Money is constantly on the mind of any entrepreneur: how to raise it, where to invest it, and how to make more of it. Given that mindset, it’s only natural that most entrepreneurs jump at the first chance they get to secure early-stage startup funding. The sooner they have the funding, the sooner they can invest it in their business.
However, strategy — not speed — is often the name of the game. Most startups will need a viable product and proof of credibility before they can expect early-stage investors to really bite.
The most common fundraising mistake I see is when early stage entrepreneurs focus all their attention on trying to secure a $1 million check from a lead investor. If they fail, they’ve spent months fundraising with nothing to show for it.
Instead, approach your fundraising in tiers. For your very first funds (up to $100,000), start with your friends, family, and connections. These are the people who have known you for a long time and want to see you succeed. Ideally, reach out to people from your past who have wealth, influence, or a network.
When raising your pre-seed round (usually $250,000 to $750,000), you’ll want to focus your outreach on active angel investors and the new generation of small fund managers, often called micro venture capitalists, whose fund sizes are usually less than $100 million.
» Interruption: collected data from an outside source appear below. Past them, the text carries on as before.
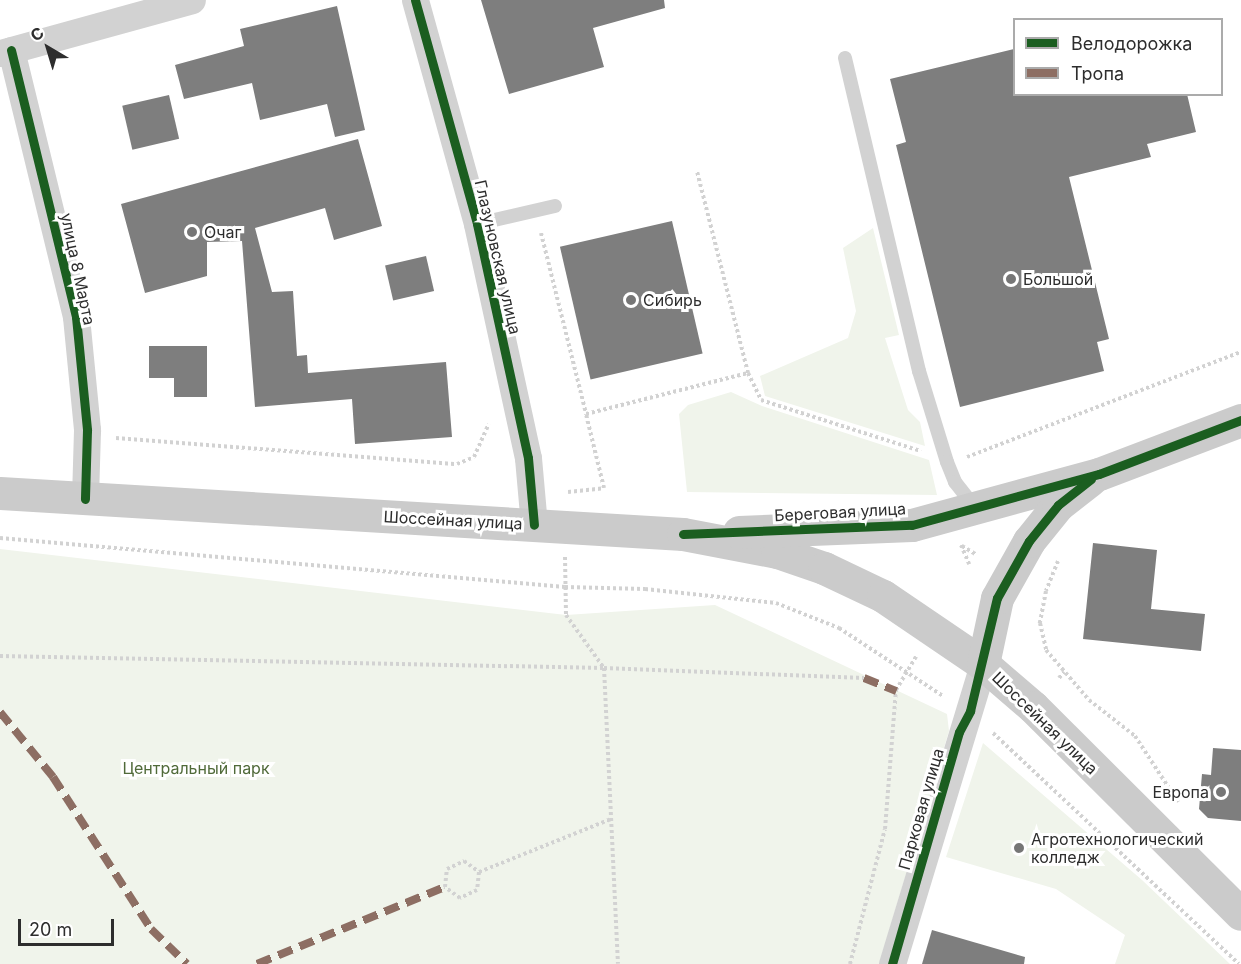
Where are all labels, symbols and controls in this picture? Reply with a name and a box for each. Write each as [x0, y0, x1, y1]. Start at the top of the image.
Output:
north arrow [18, 18, 78, 78]
legend [1013, 18, 1223, 96]
text: С [26, 22, 48, 45]
text: Велодорожка [1071, 33, 1192, 54]
text: Тропа [1071, 63, 1124, 84]
street label: Глазуновская улица [471, 178, 525, 336]
street label: улица 8 Марта [57, 211, 99, 327]
place label: Очаг [204, 222, 241, 242]
marker: Очаг [185, 225, 199, 239]
place label: Большой [1023, 269, 1093, 289]
marker: Большой [1004, 272, 1018, 286]
place label: Сибирь [643, 290, 702, 310]
marker: Сибирь [624, 293, 638, 307]
street label: Береговая улица [774, 499, 906, 525]
street label: Шоссейная улица [383, 507, 523, 533]
street label: Шоссейная улица [988, 668, 1102, 778]
street label: Парковая улица [894, 746, 948, 872]
park label: Центральный парк [122, 758, 270, 778]
place label: Европа [1153, 782, 1209, 802]
marker: Европа [1214, 785, 1228, 799]
place label: Агротехнологический колледж [1031, 829, 1203, 867]
marker: Агротехнологический колледж [1012, 841, 1026, 855]
scale bar [21, 907, 117, 945]
text: 20 m [29, 919, 72, 940]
By this point, you will have had the chance through your customer traction to establish credibility, which will make you more attractive to investors than a mere idea. You can find these investors on services like AngelList, Crunchbase, or PitchBook.
When you reach the seed stage and you’re looking to raise $1 million to $3 million, that’s when you should start discussions with potential lead investors who can invest $1 million or more on their own. But the warning still holds: Don’t focus on lead investors exclusively (even if they’re the ideal outcome).
How to Secure Money to Ensure Success.
It’s tough to be patient in fundraising when you’re eager to build a huge business, but it’s worth it in the long run. Follow the steps below to raise the money you need, when you need it:
1. Start with people you know.
Start by talking to your contacts, particularly those who could help you get started. For example, you could call a pastor, politician, military officer, or college professor whom you knew well in the past. These individuals’ large spheres of influence will likely include investors. You may be nervous to reach out after so long, but most people will be very glad to hear from you, especially given your exciting update and request for feedback. When you’re in the meeting, tell them about your startup and ask, “Is there anyone you think I should talk to?”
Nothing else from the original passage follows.